The combined company would still be the smallest of the six US Class I railroads by revenue, with a turnover of approximately US$8·7bn based on 2020 financial reports. It would have a network of roundly 33 000 route-km and employ 20 000 people.
‘Our path to this historic agreement only reinforces our conviction in this once-in-a-lifetime partnership’, said CP President & Chief Executive Officer Keith Creel. ‘This perfect end-to-end combination creates the first US-Mexico-Canada rail network with new single-line offerings that will deliver dramatically expanded market reach.’
‘We are glad to be partnering with CP’, confirmed KCS President & Chief Executive Officer Patrick Ottensmeyer.
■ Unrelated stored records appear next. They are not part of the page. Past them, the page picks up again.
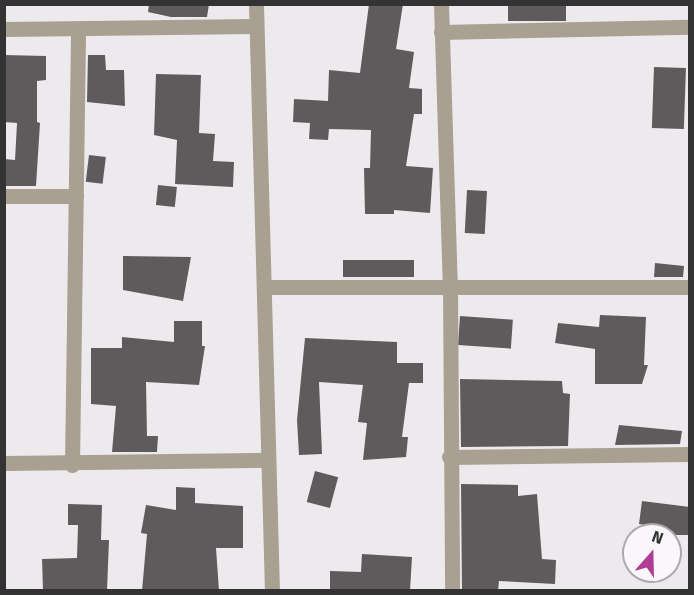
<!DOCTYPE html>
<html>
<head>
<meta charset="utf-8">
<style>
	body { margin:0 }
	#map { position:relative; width:694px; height:595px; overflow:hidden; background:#edeaed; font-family:"Fira Sans",sans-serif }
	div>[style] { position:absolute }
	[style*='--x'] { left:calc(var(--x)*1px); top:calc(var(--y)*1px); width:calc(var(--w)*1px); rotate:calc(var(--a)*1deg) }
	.building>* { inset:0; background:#5f5b5d; transform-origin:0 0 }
	.minor>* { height:15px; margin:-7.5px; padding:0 7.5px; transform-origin:7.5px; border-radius:7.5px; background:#a9a092 }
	span { translate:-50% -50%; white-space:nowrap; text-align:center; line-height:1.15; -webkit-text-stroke:6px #faf7fb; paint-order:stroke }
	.frame { position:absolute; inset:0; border:6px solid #343334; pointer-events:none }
	.north { position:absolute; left:622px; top:523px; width:60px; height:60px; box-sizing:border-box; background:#faf7fb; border:2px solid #aba9ab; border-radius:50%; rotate:20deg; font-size:16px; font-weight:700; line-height:24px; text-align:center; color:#343334 }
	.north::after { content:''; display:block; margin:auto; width:21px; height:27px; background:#af3c95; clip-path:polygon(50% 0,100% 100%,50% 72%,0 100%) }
</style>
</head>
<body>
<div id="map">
	<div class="building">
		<div style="clip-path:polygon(149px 4px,209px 4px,207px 17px,171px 17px,148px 12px)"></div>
		<div style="clip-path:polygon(369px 4px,403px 4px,396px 49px,414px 52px,409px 88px,422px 89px,422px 114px,414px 114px,406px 166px,433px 168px,430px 213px,394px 210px,394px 214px,365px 214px,364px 168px,370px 168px,371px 130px,329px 129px,328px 140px,309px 139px,310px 123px,293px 122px,294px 99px,328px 101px,329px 70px,360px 73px)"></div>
		<div style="left:508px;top:4px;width:58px;height:17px"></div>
		<div style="clip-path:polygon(4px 55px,46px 56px,46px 80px,37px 81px,37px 122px,40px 123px,36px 186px,4px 186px,4px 159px,15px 160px,17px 123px,4px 122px)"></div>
		<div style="clip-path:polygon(88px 55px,105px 55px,106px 70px,124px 70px,125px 106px,87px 102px)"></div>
		<div style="left:654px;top:67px;width:32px;height:61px;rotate:2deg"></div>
		<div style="clip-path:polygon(156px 74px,201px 75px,199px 133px,215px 134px,213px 161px,234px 162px,233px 187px,175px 184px,177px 140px,154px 135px)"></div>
		<div style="left:89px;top:155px;width:17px;height:27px;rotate:7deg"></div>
		<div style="left:158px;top:185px;width:19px;height:20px;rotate:6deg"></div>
		<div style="left:467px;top:190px;width:20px;height:43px;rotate:3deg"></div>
		<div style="clip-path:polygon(123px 256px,191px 257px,183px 301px,123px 290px)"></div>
		<div style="left:343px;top:260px;width:71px;height:17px"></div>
		<div style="clip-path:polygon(655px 263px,684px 266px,683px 277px,654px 277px)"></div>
		<div style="clip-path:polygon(600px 315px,646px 317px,644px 365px,648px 365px,642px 384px,595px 384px,595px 349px,555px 343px,558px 323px,599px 327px)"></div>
		<div style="left:460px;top:316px;width:53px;height:29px;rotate:4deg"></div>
		<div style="clip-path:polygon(174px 321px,202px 321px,202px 346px,205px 346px,199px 385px,146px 382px,147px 436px,158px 436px,157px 452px,112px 452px,116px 406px,91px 404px,91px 348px,122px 348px,122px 337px,174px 342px)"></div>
		<div style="clip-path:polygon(305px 338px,397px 342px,397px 363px,423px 363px,423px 383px,409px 383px,402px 437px,408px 437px,406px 457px,363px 460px,367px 423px,358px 422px,363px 385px,319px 382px,322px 454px,299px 455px,297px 420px)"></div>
		<div style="clip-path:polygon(460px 379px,562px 381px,563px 393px,570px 394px,568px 446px,461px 447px)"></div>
		<div style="clip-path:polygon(619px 425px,682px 431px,680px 444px,615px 445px)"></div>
		<div style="left:315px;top:471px;width:24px;height:32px;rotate:15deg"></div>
		<div style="clip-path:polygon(461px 484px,518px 485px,518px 496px,537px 494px,542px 559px,556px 560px,555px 584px,499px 581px,498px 591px,462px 591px)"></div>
		<div style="clip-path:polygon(176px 487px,195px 488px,195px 503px,243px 506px,243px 548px,216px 548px,219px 591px,142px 591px,147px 534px,141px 533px,146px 505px,176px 510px)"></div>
		<div style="clip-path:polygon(642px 501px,690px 507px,690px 535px,643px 535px,645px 525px,639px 524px)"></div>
		<div style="clip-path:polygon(68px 504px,102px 505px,101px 540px,109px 540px,107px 591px,43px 590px,42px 559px,77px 558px,78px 525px,68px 525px)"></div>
		<div style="clip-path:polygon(362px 554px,412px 557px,410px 591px,330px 591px,330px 571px,361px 572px)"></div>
	</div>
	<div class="minor">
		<div style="--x:256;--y:4;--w:586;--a:88.44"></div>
		<div style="--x:441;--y:4;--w:281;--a:88.2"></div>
		<div style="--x:450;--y:285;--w:305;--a:89.6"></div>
		<div style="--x:4;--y:29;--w:252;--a:-0.7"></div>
		<div style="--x:441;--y:32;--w:249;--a:-1.2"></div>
		<div style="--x:4;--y:196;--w:72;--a:0"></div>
		<div style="--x:265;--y:287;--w:425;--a:0"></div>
		<div style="--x:449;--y:457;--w:241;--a:-0.7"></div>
		<div style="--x:4;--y:463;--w:263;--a:-0.7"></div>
		<div style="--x:72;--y:465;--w:436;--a:-89.2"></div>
	</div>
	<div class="frame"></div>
	<div class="north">N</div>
</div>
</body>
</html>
He believed that a CP-KCS combination would enable the railroad ‘to become part of a growing and truly North American continental enterprise’.
‘While we are disappointed that we will not be able to deliver the many compelling benefits of this transaction to our stakeholders, the decision to bid for KCS was a bold and strategic move that still resulted in positive outcomes’, commented CN President & Chief Executive Officer JJ Ruest. ‘We believe that the decision not to pursue our proposed merger with KCS any further is the right decision for CN as responsible fiduciaries of our shareholders’ interests. CN will continue to pursue profitable growth and opportunities for excellence as a leading Class I railroad.’
Speaking to investors and analysts on September 16, Creel and Ottensmeyer confirmed that they expected to file their merger application with STB by mid-October, requesting a 10-month review under the pre-2001 merger rules. This could see the merger approved by November 2022. Mexican regulators are expected to complete their review in the next four months.
CP and KCS shareholders will vote on the merger package in December. Assuming that it is approved, KCS would be put into the voting trust during the first quarter of 2022, allowing stockholders to receive their payments. Former KCS CEO David Starling is expected to act as independent trustee, overseeing the railway’s current management who would continue to run the business pending regulatory approval.